» YOUR ASSIGNMENT: Reproduce the records precisely. Omit every picture.
....................
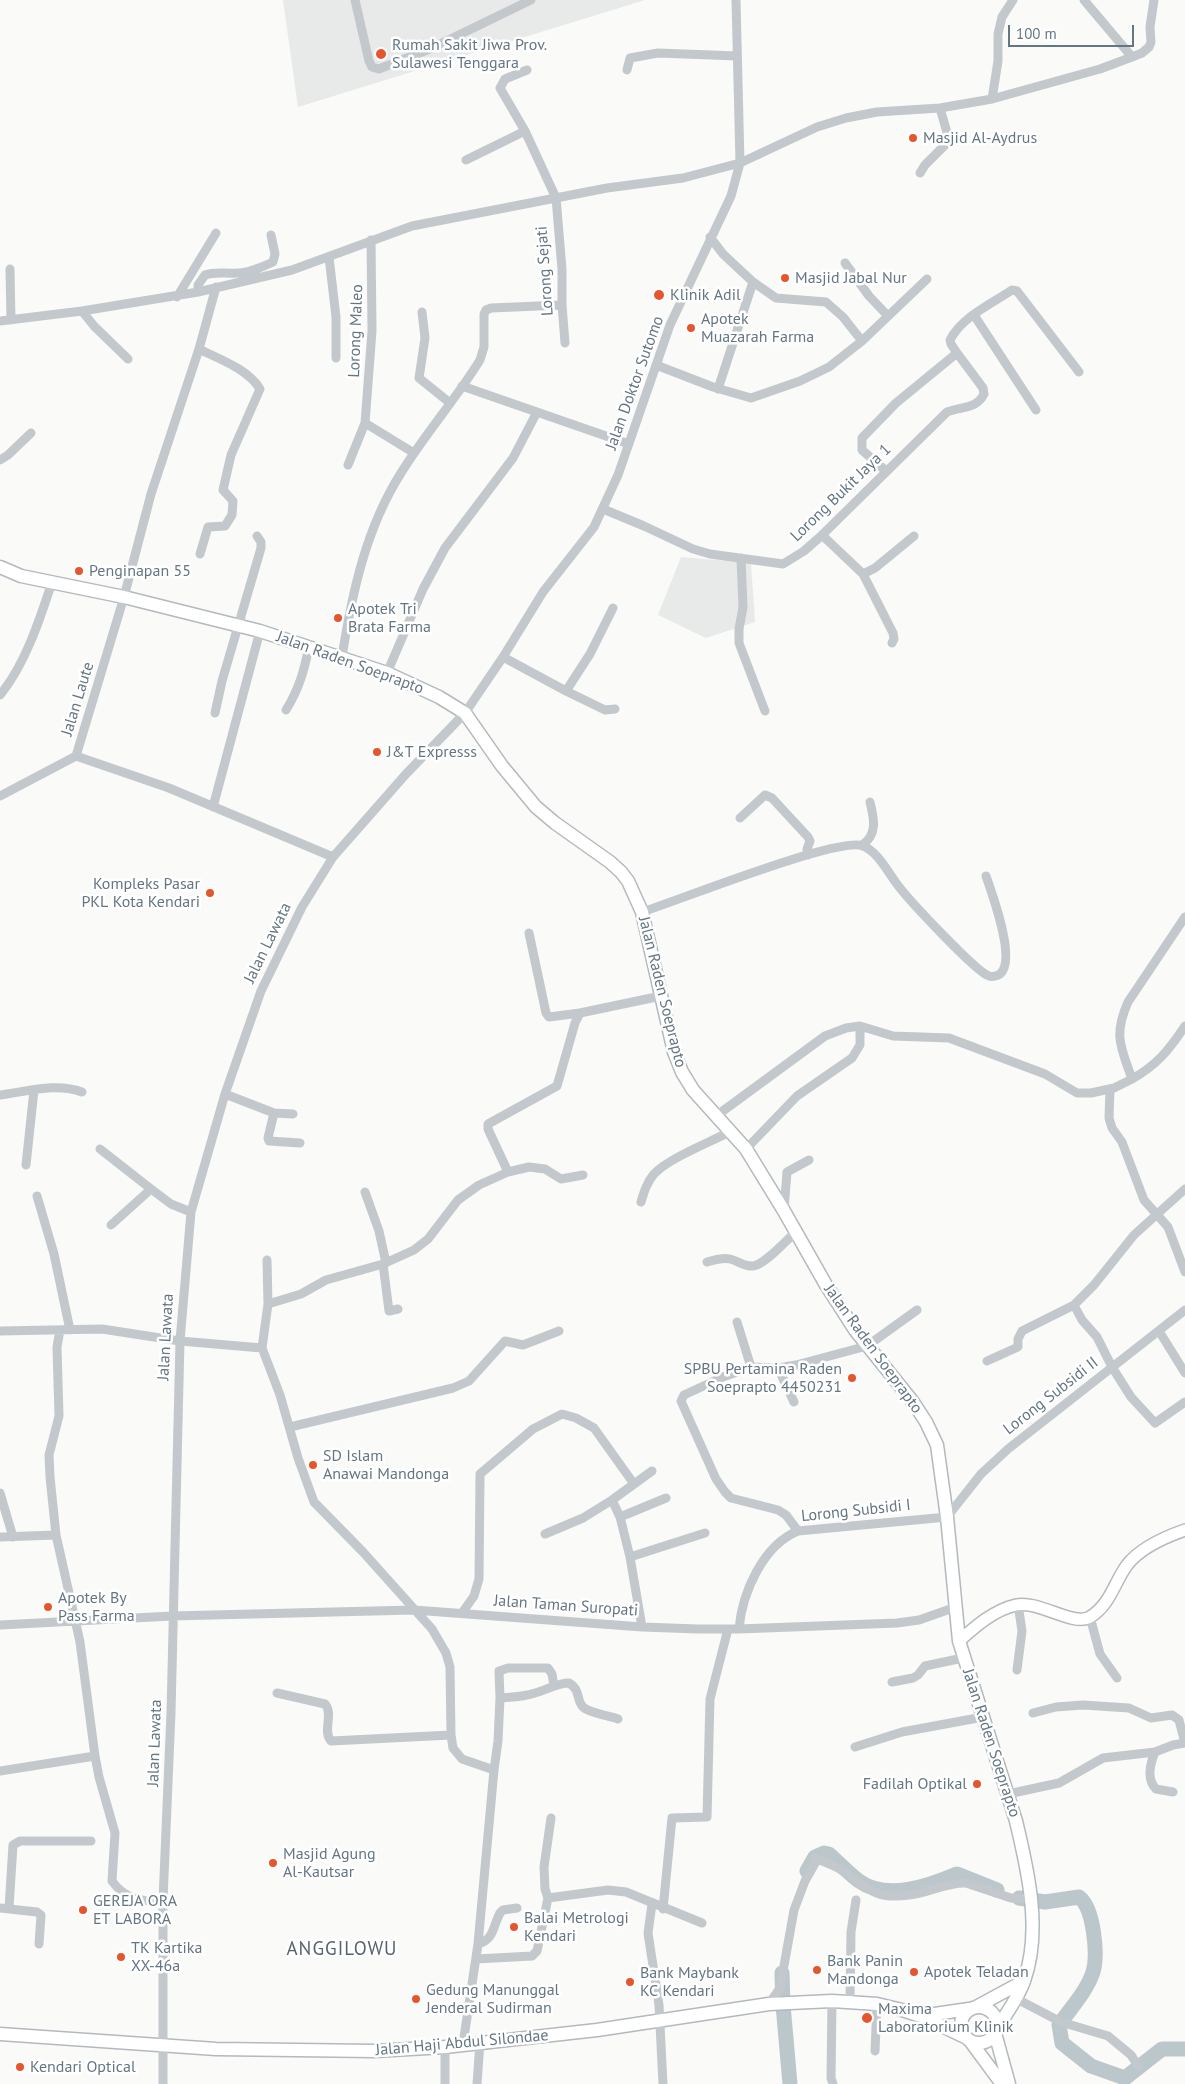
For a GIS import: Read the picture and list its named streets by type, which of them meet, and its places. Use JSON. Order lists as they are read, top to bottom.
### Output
{
  "streets": {
    "highway": ["Jalan Raden Soeprapto", "Jalan Haji Abdul Silondae"],
    "street": [
      "Lorong Sejati",
      "Lorong Maleo",
      "Jalan Doktor Sutomo",
      "Lorong Bukit Jaya 1",
      "Jalan Laute",
      "Jalan Lawata",
      "Lorong Subsidi II",
      "Lorong Subsidi I",
      "Jalan Taman Suropati"
    ]
  },
  "crossings": [
    ["Jalan Doktor Sutomo", "Lorong Bukit Jaya 1"],
    ["Jalan Doktor Sutomo", "Jalan Raden Soeprapto"],
    ["Jalan Doktor Sutomo", "Jalan Lawata"],
    ["Jalan Raden Soeprapto", "Jalan Laute"],
    ["Jalan Raden Soeprapto", "Jalan Lawata"],
    ["Jalan Raden Soeprapto", "Lorong Subsidi II"],
    ["Jalan Raden Soeprapto", "Lorong Subsidi I"],
    ["Jalan Raden Soeprapto", "Jalan Taman Suropati"],
    ["Jalan Raden Soeprapto", "Jalan Haji Abdul Silondae"],
    ["Jalan Lawata", "Jalan Taman Suropati"],
    ["Jalan Lawata", "Jalan Haji Abdul Silondae"],
    ["Lorong Subsidi II", "Lorong Subsidi I"],
    ["Lorong Subsidi I", "Jalan Taman Suropati"]
  ],
  "districts": ["ANGGILOWU"],
  "places": [
    "Rumah Sakit Jiwa Prov. Sulawesi Tenggara",
    "Masjid Al-Aydrus",
    "Masjid Jabal Nur",
    "Klinik Adil",
    "Apotek Muazarah Farma",
    "Penginapan 55",
    "Apotek Tri Brata Farma",
    "J&T Expresss",
    "Kompleks Pasar PKL Kota Kendari",
    "SPBU Pertamina Raden Soeprapto 4450231",
    "SD Islam Anawai Mandonga",
    "Apotek By Pass Farma",
    "Fadilah Optikal",
    "Masjid Agung Al-Kautsar",
    "GEREJA ORA ET LABORA",
    "Balai Metrologi Kendari",
    "TK Kartika XX-46a",
    "Bank Panin Mandonga",
    "Apotek Teladan",
    "Bank Maybank KC Kendari",
    "Gedung Manunggal Jenderal Sudirman",
    "Maxima Laboratorium Klinik",
    "Kendari Optical"
  ],
  "scale_bar": "100 m"
}
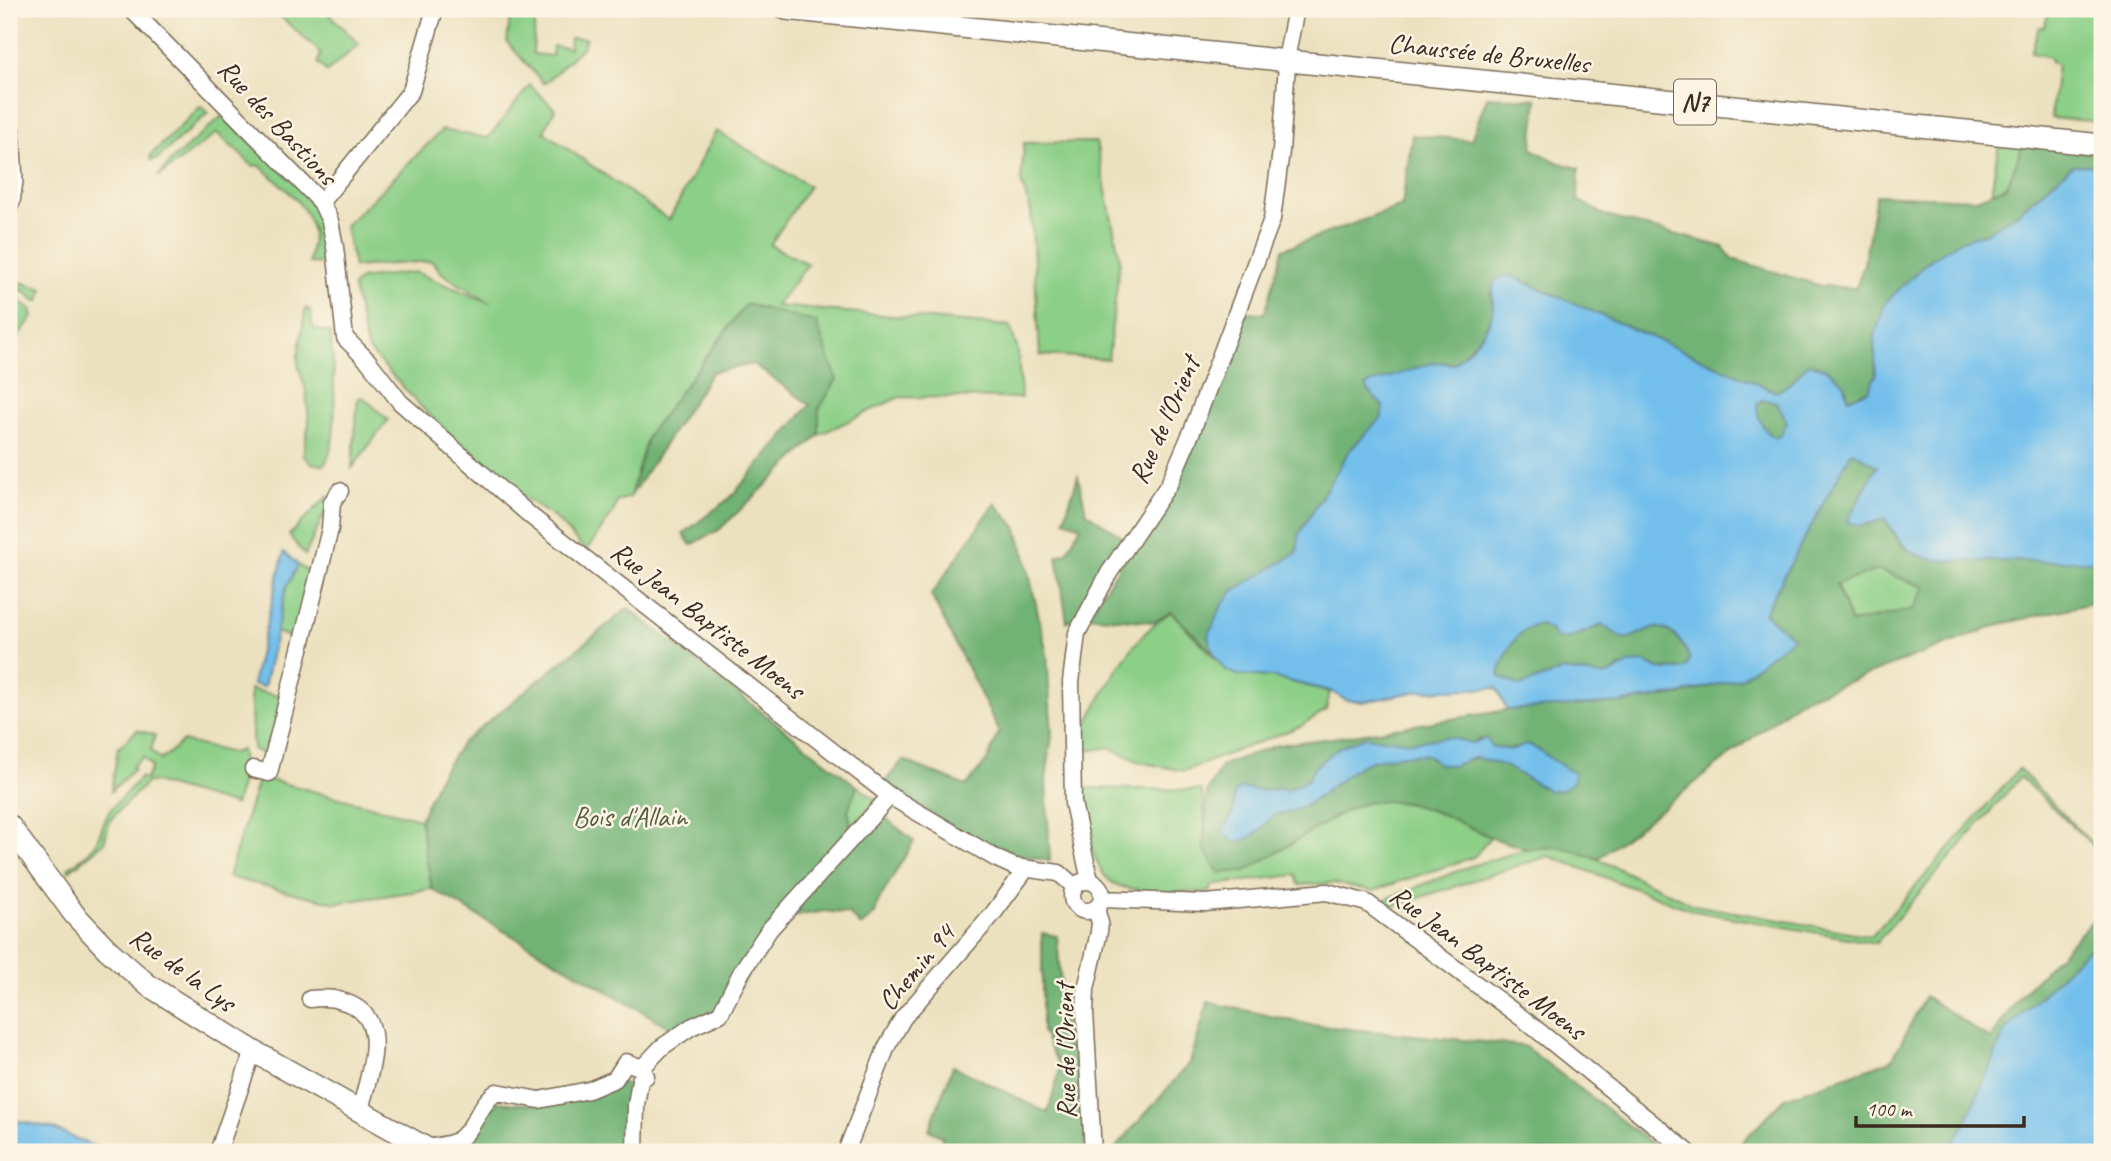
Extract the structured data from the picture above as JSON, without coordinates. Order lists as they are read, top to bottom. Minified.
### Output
{"streets":{"main road":["Chaussée de Bruxelles","N7","Rue de la Lys"],"street":["Rue des Bastions","Rue de l'Orient","Rue Jean Baptiste Moens","Chemin 94"]},"crossings":[["Chaussée de Bruxelles","Rue de l'Orient"],["Rue des Bastions","Rue Jean Baptiste Moens"],["Rue de l'Orient","Rue Jean Baptiste Moens"],["Rue Jean Baptiste Moens","Chemin 94"]],"parks":["Bois d'Allain"],"scale_bar":"100 m"}
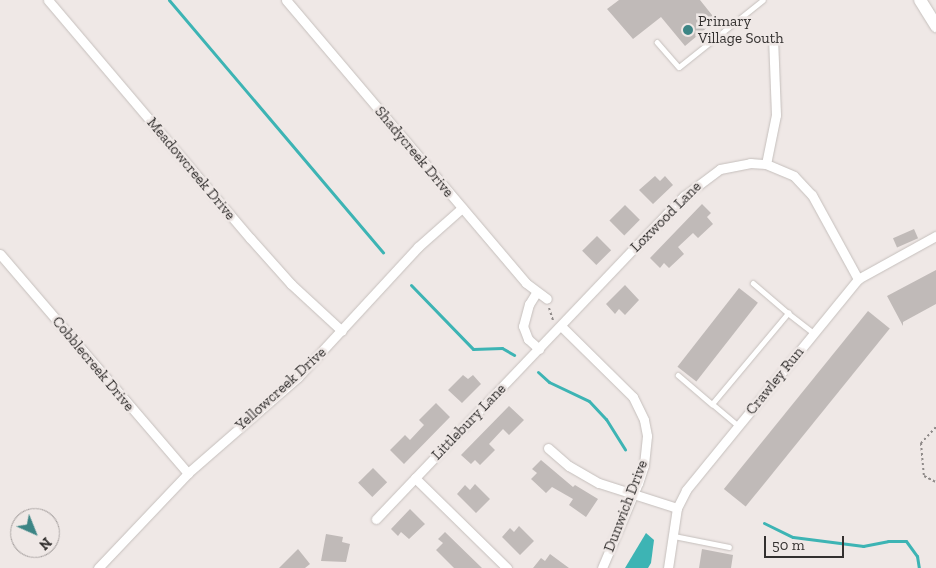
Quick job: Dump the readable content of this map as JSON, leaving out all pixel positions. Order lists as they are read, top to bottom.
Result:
{
  "streets": {
    "street": [
      "Shadycreek Drive",
      "Meadowcreek Drive",
      "Loxwood Lane",
      "Cobblecreek Drive",
      "Crawley Run",
      "Yellowcreek Drive",
      "Littlebury Lane",
      "Dunwich Drive"
    ]
  },
  "crossings": [
    ["Shadycreek Drive", "Yellowcreek Drive"],
    ["Meadowcreek Drive", "Yellowcreek Drive"],
    ["Loxwood Lane", "Crawley Run"],
    ["Loxwood Lane", "Littlebury Lane"],
    ["Loxwood Lane", "Dunwich Drive"],
    ["Cobblecreek Drive", "Yellowcreek Drive"],
    ["Littlebury Lane", "Dunwich Drive"]
  ],
  "places": ["Primary Village South"],
  "scale_bar": "50 m",
  "north": "bottom right"
}
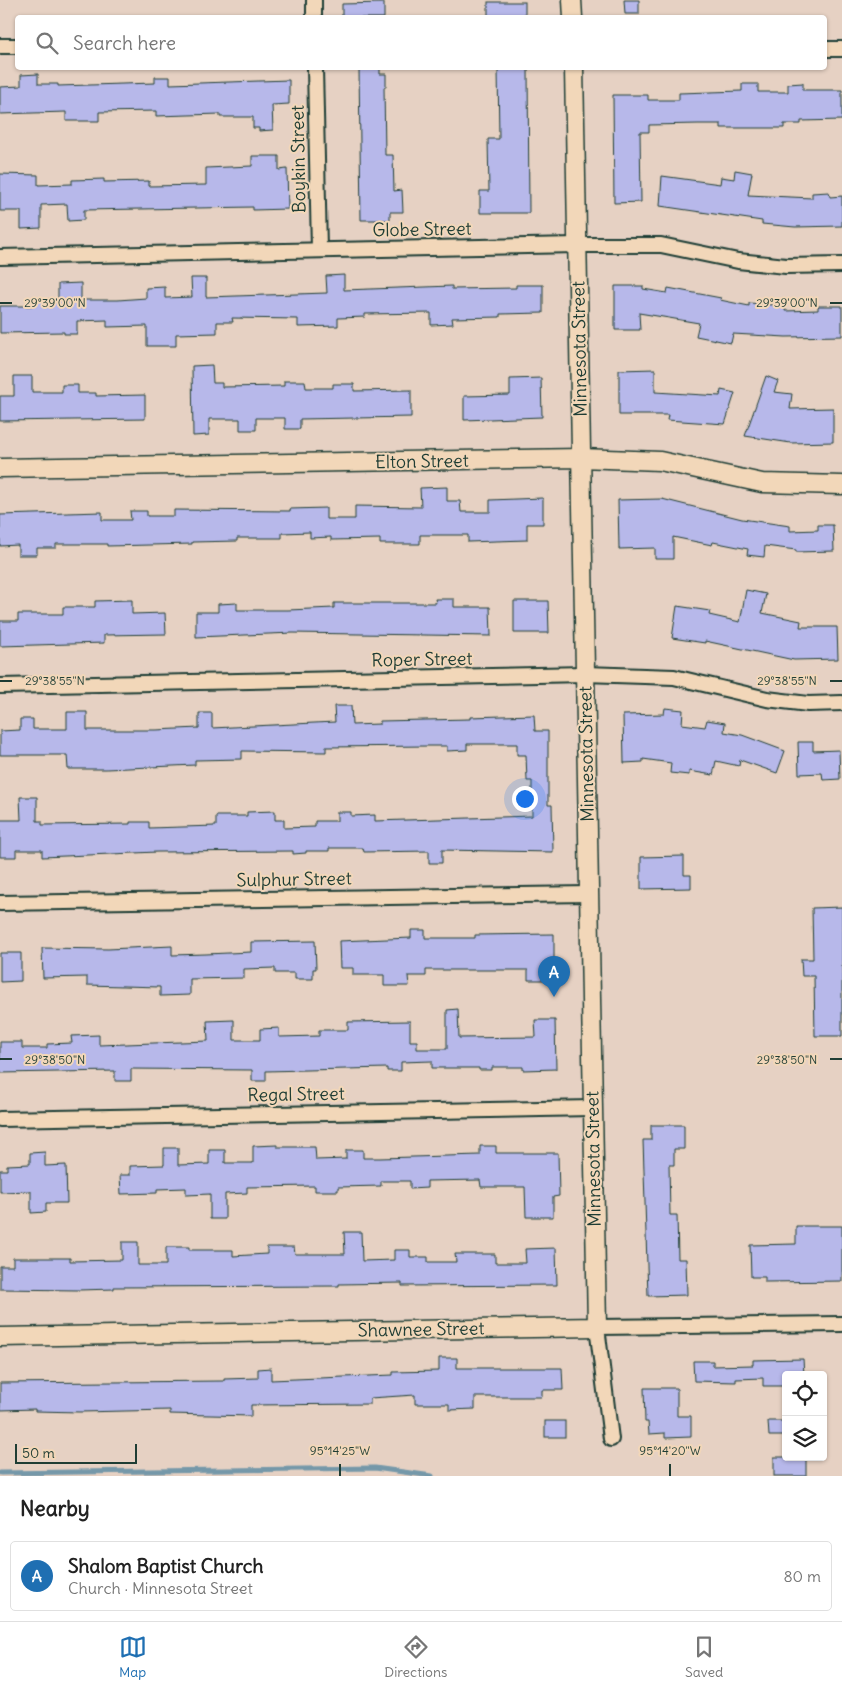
....................
» SOLUTION TO THE EXERCISE:
For a GIS import: Read the picture and list its named streets by type, which of them meet, and its places. Use JSON. Order lists as they are read, top to bottom.
### Output
{
  "streets": {
    "highway": ["Jalan Raden Soeprapto", "Jalan Haji Abdul Silondae"],
    "street": [
      "Lorong Sejati",
      "Lorong Maleo",
      "Jalan Doktor Sutomo",
      "Lorong Bukit Jaya 1",
      "Jalan Laute",
      "Jalan Lawata",
      "Lorong Subsidi II",
      "Lorong Subsidi I",
      "Jalan Taman Suropati"
    ]
  },
  "crossings": [
    ["Jalan Doktor Sutomo", "Lorong Bukit Jaya 1"],
    ["Jalan Doktor Sutomo", "Jalan Raden Soeprapto"],
    ["Jalan Doktor Sutomo", "Jalan Lawata"],
    ["Jalan Raden Soeprapto", "Jalan Laute"],
    ["Jalan Raden Soeprapto", "Jalan Lawata"],
    ["Jalan Raden Soeprapto", "Lorong Subsidi II"],
    ["Jalan Raden Soeprapto", "Lorong Subsidi I"],
    ["Jalan Raden Soeprapto", "Jalan Taman Suropati"],
    ["Jalan Raden Soeprapto", "Jalan Haji Abdul Silondae"],
    ["Jalan Lawata", "Jalan Taman Suropati"],
    ["Jalan Lawata", "Jalan Haji Abdul Silondae"],
    ["Lorong Subsidi II", "Lorong Subsidi I"],
    ["Lorong Subsidi I", "Jalan Taman Suropati"]
  ],
  "districts": ["ANGGILOWU"],
  "places": [
    "Rumah Sakit Jiwa Prov. Sulawesi Tenggara",
    "Masjid Al-Aydrus",
    "Masjid Jabal Nur",
    "Klinik Adil",
    "Apotek Muazarah Farma",
    "Penginapan 55",
    "Apotek Tri Brata Farma",
    "J&T Expresss",
    "Kompleks Pasar PKL Kota Kendari",
    "SPBU Pertamina Raden Soeprapto 4450231",
    "SD Islam Anawai Mandonga",
    "Apotek By Pass Farma",
    "Fadilah Optikal",
    "Masjid Agung Al-Kautsar",
    "GEREJA ORA ET LABORA",
    "Balai Metrologi Kendari",
    "TK Kartika XX-46a",
    "Bank Panin Mandonga",
    "Apotek Teladan",
    "Bank Maybank KC Kendari",
    "Gedung Manunggal Jenderal Sudirman",
    "Maxima Laboratorium Klinik",
    "Kendari Optical"
  ],
  "scale_bar": "100 m"
}
Extract the structured data from the picture above as JSON, without coordinates. Order lists as they are read, top to bottom. Minified.
### Output
{"streets":{"main road":["Chaussée de Bruxelles","N7","Rue de la Lys"],"street":["Rue des Bastions","Rue de l'Orient","Rue Jean Baptiste Moens","Chemin 94"]},"crossings":[["Chaussée de Bruxelles","Rue de l'Orient"],["Rue des Bastions","Rue Jean Baptiste Moens"],["Rue de l'Orient","Rue Jean Baptiste Moens"],["Rue Jean Baptiste Moens","Chemin 94"]],"parks":["Bois d'Allain"],"scale_bar":"100 m"}
Quick job: Dump the readable content of this map as JSON, leaving out all pixel positions. Order lists as they are read, top to bottom.
Result:
{
  "streets": {
    "street": [
      "Shadycreek Drive",
      "Meadowcreek Drive",
      "Loxwood Lane",
      "Cobblecreek Drive",
      "Crawley Run",
      "Yellowcreek Drive",
      "Littlebury Lane",
      "Dunwich Drive"
    ]
  },
  "crossings": [
    ["Shadycreek Drive", "Yellowcreek Drive"],
    ["Meadowcreek Drive", "Yellowcreek Drive"],
    ["Loxwood Lane", "Crawley Run"],
    ["Loxwood Lane", "Littlebury Lane"],
    ["Loxwood Lane", "Dunwich Drive"],
    ["Cobblecreek Drive", "Yellowcreek Drive"],
    ["Littlebury Lane", "Dunwich Drive"]
  ],
  "places": ["Primary Village South"],
  "scale_bar": "50 m",
  "north": "bottom right"
}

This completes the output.